Aim of the exercise:
Scan the entries for "Shady". Every line that holds it is to be copied.

The input:

________

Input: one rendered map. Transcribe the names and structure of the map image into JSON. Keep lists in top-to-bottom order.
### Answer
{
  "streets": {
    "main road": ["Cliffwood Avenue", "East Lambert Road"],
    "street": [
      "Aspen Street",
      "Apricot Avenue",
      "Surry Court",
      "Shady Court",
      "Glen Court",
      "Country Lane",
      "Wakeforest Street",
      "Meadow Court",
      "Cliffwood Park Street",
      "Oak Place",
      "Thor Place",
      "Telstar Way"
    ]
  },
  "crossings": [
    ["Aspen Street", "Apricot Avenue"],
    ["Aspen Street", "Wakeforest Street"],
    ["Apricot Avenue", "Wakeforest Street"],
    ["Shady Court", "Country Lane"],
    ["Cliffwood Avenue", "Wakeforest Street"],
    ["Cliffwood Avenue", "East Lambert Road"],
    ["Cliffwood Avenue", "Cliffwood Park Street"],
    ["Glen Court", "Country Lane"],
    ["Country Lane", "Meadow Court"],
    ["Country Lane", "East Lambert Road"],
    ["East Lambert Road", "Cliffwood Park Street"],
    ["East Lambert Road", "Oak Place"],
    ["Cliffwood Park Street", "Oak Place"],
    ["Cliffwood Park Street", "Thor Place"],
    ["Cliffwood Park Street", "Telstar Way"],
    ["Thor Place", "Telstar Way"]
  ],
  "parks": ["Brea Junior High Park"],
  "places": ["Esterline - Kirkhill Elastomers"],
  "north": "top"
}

________

Result for this task:
      "Shady Court",
    ["Shady Court", "Country Lane"],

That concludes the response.